TRIPOLI (Reuters) – Libya’s National Oil Corporation (NOC) on Sunday declared a force majeure with immediate effect at its Sharara oilfield, which can produce up to 300,000 barrels per day, due to protests in the area.
Libya’s oil output has been disrupted repeatedly in the chaotic decade since the 2011 NATO-backed uprising against its former leader Muammar Gaddafi.
NOC said in a statement that the Sharara closure has suspended crude oil supplies from the field to Zawiya terminal.
The Sharara field, one of Libya’s largest, has been a frequent target for local and broader political protests.
The field is located in the Murzuq basin in southeast Libya. It is run by state oil firm NOC via the Acacus company, with Spain’s Repsol, France’s Total, Austria’s OMV, and Norway’s Equinor.
Negotiations are ongoing to resume production as soon as possible, NOC said.
The field was closed by protesters in Fezzan region in the south last week demanding public services and development projects.
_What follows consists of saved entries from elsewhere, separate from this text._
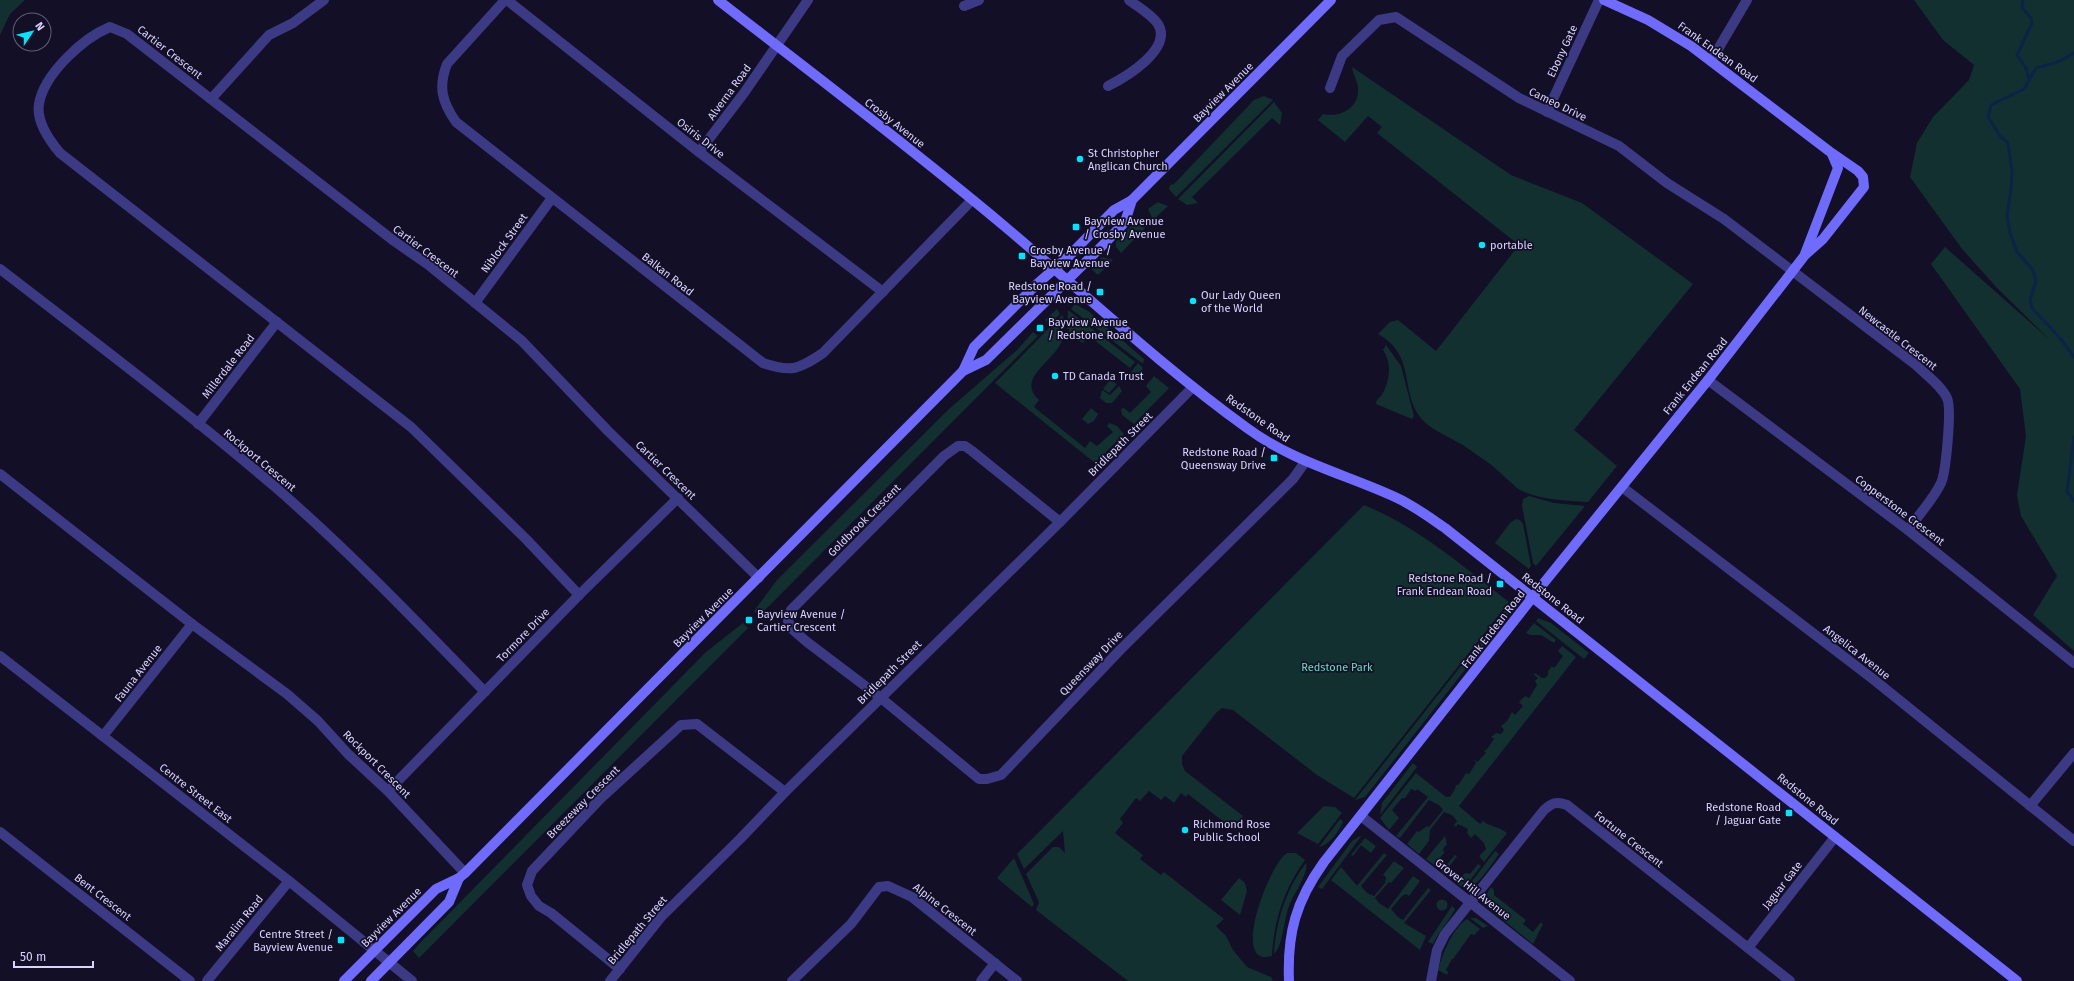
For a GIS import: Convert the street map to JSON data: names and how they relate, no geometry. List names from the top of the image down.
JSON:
{
  "streets": {
    "street": [
      "Ebony Gate",
      "Cartier Crescent",
      "Frank Endean Road",
      "Alverna Road",
      "Bayview Avenue",
      "Cameo Drive",
      "Crosby Avenue",
      "Osiris Drive",
      "Niblock Street",
      "Balkan Road",
      "Newcastle Crescent",
      "Millerdale Road",
      "Redstone Road",
      "Bridlepath Street",
      "Rockport Crescent",
      "Copperstone Crescent",
      "Goldbrook Crescent",
      "Tormore Drive",
      "Angelica Avenue",
      "Queensway Drive",
      "Fauna Avenue",
      "Centre Street East",
      "Breezeway Crescent",
      "Fortune Crescent",
      "Jaguar Gate",
      "Grover Hill Avenue",
      "Bent Crescent",
      "Alpine Crescent",
      "Maralim Road"
    ]
  },
  "crossings": [
    ["Ebony Gate", "Cameo Drive"],
    ["Cartier Crescent", "Bayview Avenue"],
    ["Cartier Crescent", "Niblock Street"],
    ["Cartier Crescent", "Millerdale Road"],
    ["Cartier Crescent", "Tormore Drive"],
    ["Frank Endean Road", "Cameo Drive"],
    ["Frank Endean Road", "Newcastle Crescent"],
    ["Frank Endean Road", "Redstone Road"],
    ["Frank Endean Road", "Copperstone Crescent"],
    ["Frank Endean Road", "Angelica Avenue"],
    ["Frank Endean Road", "Grover Hill Avenue"],
    ["Alverna Road", "Crosby Avenue"],
    ["Alverna Road", "Osiris Drive"],
    ["Bayview Avenue", "Crosby Avenue"],
    ["Bayview Avenue", "Redstone Road"],
    ["Bayview Avenue", "Rockport Crescent"],
    ["Bayview Avenue", "Centre Street East"],
    ["Cameo Drive", "Newcastle Crescent"],
    ["Crosby Avenue", "Balkan Road"],
    ["Crosby Avenue", "Redstone Road"],
    ["Osiris Drive", "Balkan Road"],
    ["Niblock Street", "Balkan Road"],
    ["Newcastle Crescent", "Copperstone Crescent"],
    ["Millerdale Road", "Rockport Crescent"],
    ["Redstone Road", "Bridlepath Street"],
    ["Redstone Road", "Queensway Drive"],
    ["Redstone Road", "Jaguar Gate"],
    ["Bridlepath Street", "Goldbrook Crescent"],
    ["Bridlepath Street", "Queensway Drive"],
    ["Bridlepath Street", "Breezeway Crescent"],
    ["Rockport Crescent", "Tormore Drive"],
    ["Rockport Crescent", "Fauna Avenue"],
    ["Goldbrook Crescent", "Queensway Drive"],
    ["Fauna Avenue", "Centre Street East"],
    ["Centre Street East", "Maralim Road"],
    ["Fortune Crescent", "Jaguar Gate"],
    ["Fortune Crescent", "Grover Hill Avenue"]
  ],
  "parks": ["Redstone Park"],
  "places": {
    "other": [
      "St Christopher Anglican Church",
      "portable",
      "Our Lady Queen of the World",
      "TD Canada Trust",
      "Richmond Rose Public School"
    ],
    "transit": [
      "Bayview Avenue / Crosby Avenue",
      "Crosby Avenue / Bayview Avenue",
      "Redstone Road / Bayview Avenue",
      "Bayview Avenue / Redstone Road",
      "Redstone Road / Queensway Drive",
      "Redstone Road / Frank Endean Road",
      "Bayview Avenue / Cartier Crescent",
      "Redstone Road / Jaguar Gate",
      "Centre Street / Bayview Avenue"
    ]
  },
  "scale_bar": "50 m",
  "north": "top right"
}
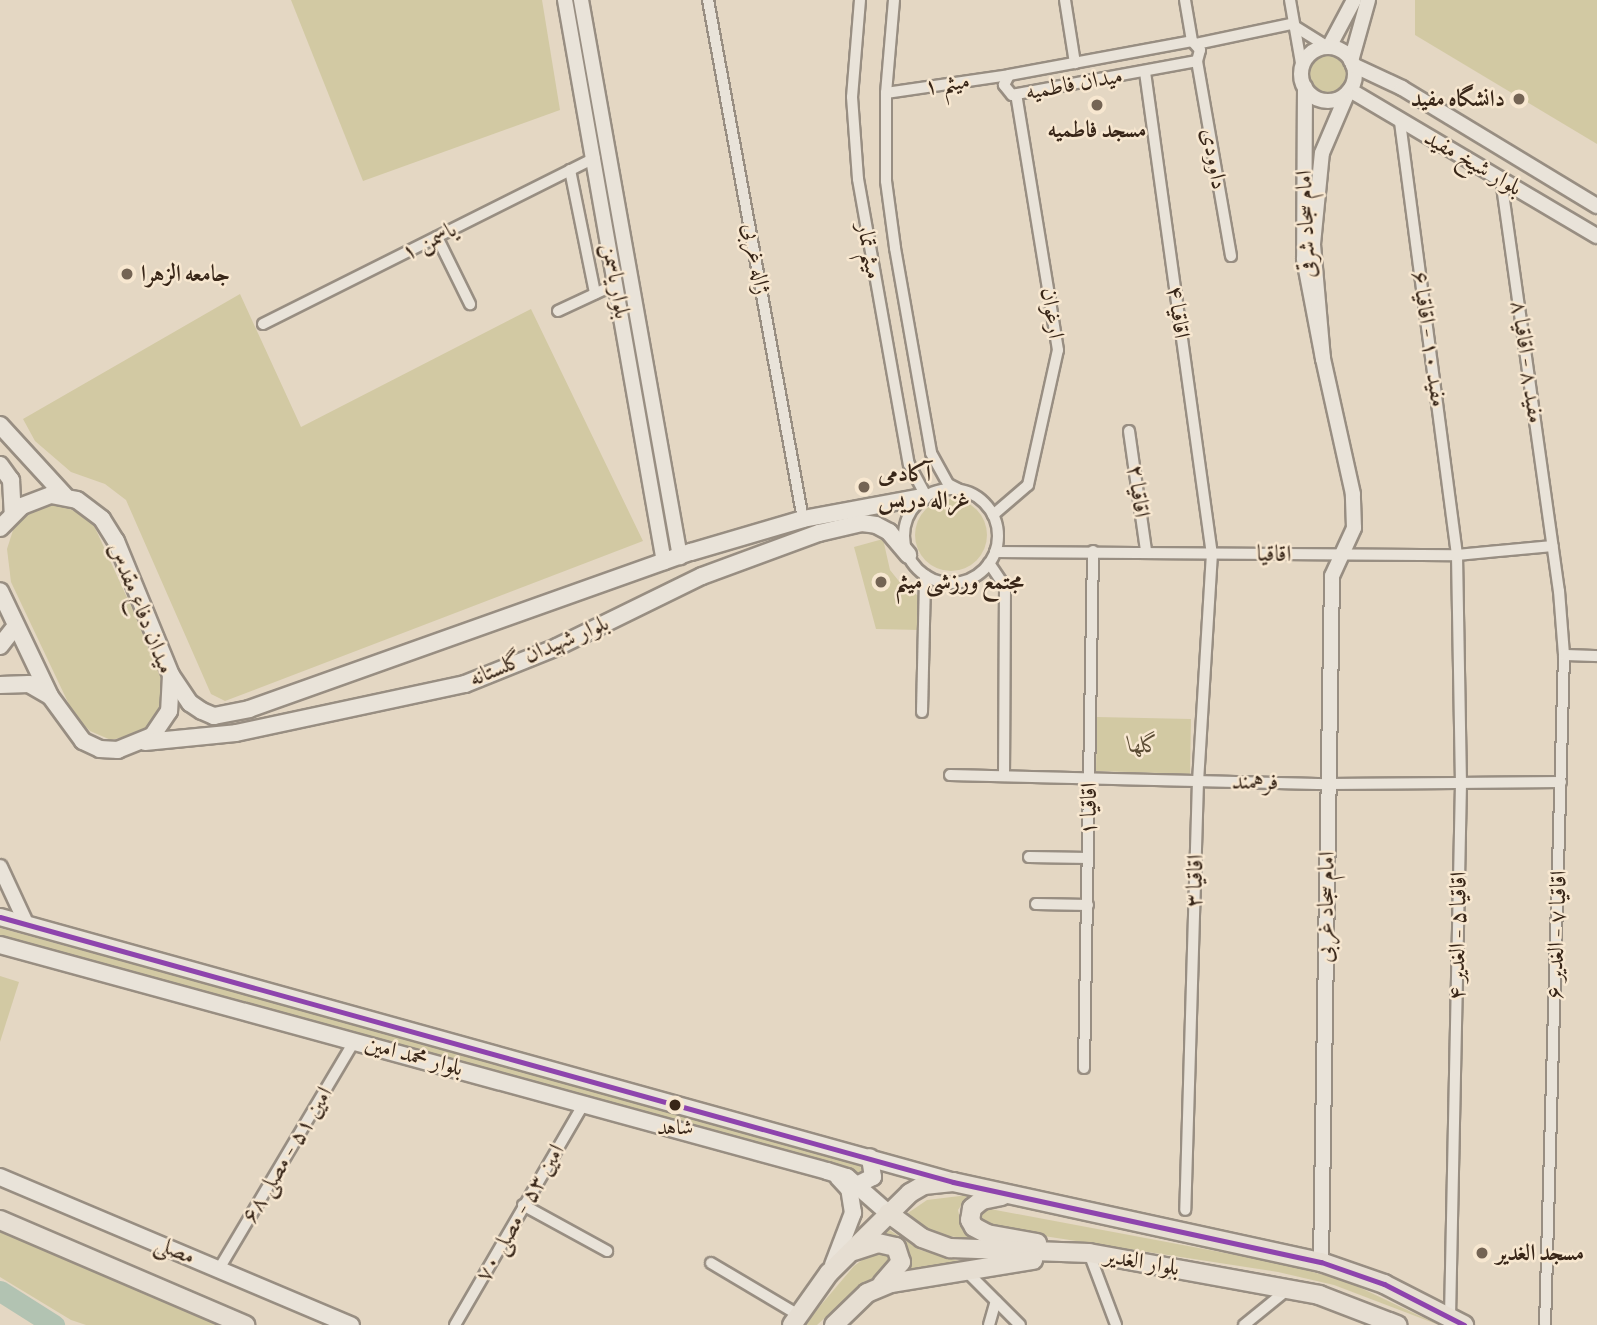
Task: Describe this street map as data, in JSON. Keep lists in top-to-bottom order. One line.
{"streets":{"main road":["میدان دفاع مقدس","بلوار شهیدان گلستانه","بلوار محمد امین","مصلی","بلوار الغدیر"],"street":["میثم ۱","میدان فاطمیه","داوودی","بلوار شیخ مفید","امام سجاد شرقی","یاسمن ۱","میثم تمار","ژاله غربی","بلوار یاسمن","اقاقیا ۴","ارغوان","مفید ۱۰ - اقاقیا ۶","مفید ۸ - اقاقیا ۸","اقاقیا ۲","اقاقیا","فرهمند","اقاقیا ۱","اقاقیا ۳","امام سجاد غربی","اقاقیا ۷ - الغدیر ۶","اقاقیا ۵ - الغدیر ۴","امین ۵۱ - مصلی ۶۸","امین ۵۳ - مصلی ۷۰"]},"crossings":[["میثم ۱","میدان فاطمیه"],["میثم ۱","میثم تمار"],["میدان فاطمیه","داوودی"],["میدان فاطمیه","اقاقیا ۴"],["میدان فاطمیه","ارغوان"],["بلوار شیخ مفید","امام سجاد شرقی"],["بلوار شیخ مفید","مفید ۱۰ - اقاقیا ۶"],["بلوار شیخ مفید","مفید ۸ - اقاقیا ۸"],["امام سجاد شرقی","اقاقیا"],["امام سجاد شرقی","امام سجاد غربی"],["یاسمن ۱","بلوار یاسمن"],["میثم تمار","ارغوان"],["میثم تمار","اقاقیا"],["میثم تمار","بلوار شهیدان گلستانه"],["ژاله غربی","بلوار شهیدان گلستانه"],["بلوار یاسمن","بلوار شهیدان گلستانه"],["اقاقیا ۴","اقاقیا"],["اقاقیا ۴","اقاقیا ۳"],["ارغوان","اقاقیا"],["ارغوان","بلوار شهیدان گلستانه"],["مفید ۱۰ - اقاقیا ۶","اقاقیا"],["مفید ۱۰ - اقاقیا ۶","اقاقیا ۵ - الغدیر ۴"],["مفید ۸ - اقاقیا ۸","اقاقیا"],["مفید ۸ - اقاقیا ۸","اقاقیا ۷ - الغدیر ۶"],["اقاقیا ۲","اقاقیا"],["اقاقیا","بلوار شهیدان گلستانه"],["اقاقیا","اقاقیا ۱"],["اقاقیا","اقاقیا ۳"],["اقاقیا","امام سجاد غربی"],["اقاقیا","اقاقیا ۷ - الغدیر ۶"],["اقاقیا","اقاقیا ۵ - الغدیر ۴"],["میدان دفاع مقدس","بلوار شهیدان گلستانه"],["فرهمند","اقاقیا ۱"],["فرهمند","اقاقیا ۳"],["فرهمند","امام سجاد غربی"],["فرهمند","اقاقیا ۷ - الغدیر ۶"],["فرهمند","اقاقیا ۵ - الغدیر ۴"],["امام سجاد غربی","بلوار الغدیر"],["اقاقیا ۵ - الغدیر ۴","بلوار الغدیر"],["بلوار محمد امین","امین ۵۱ - مصلی ۶۸"],["بلوار محمد امین","امین ۵۳ - مصلی ۷۰"],["بلوار محمد امین","بلوار الغدیر"],["امین ۵۱ - مصلی ۶۸","مصلی"]],"parks":["گلها"],"places":["دانشگاه مفید","مسجد فاطمیه","جامعه الزهرا","آکادمی غزاله دریس","مجتمع ورزشی میثم","شاهد","مسجد الغدیر"]}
“The loss of confidence in the continuity of supplying the global market with Libyan oil will result in Libyan oil remaining unmarketed,” the oil and gas ministry said in a statement on Wednesday.
The ministry said that the closures of oil facilities “have serious consequences, and it may be difficult to quantify and explain all the damage it may cause.”
“Closing and reopening the production requires maintenance operations and the treatment of technical problems, as well as a lot of effort, a long time, and a high cost to be borne by the Libyan state treasury”, the ministry warned.
In July, production at the Sharara, Elfeel and 108 fields was stopped by tribal protesters over the abduction of a former finance minister.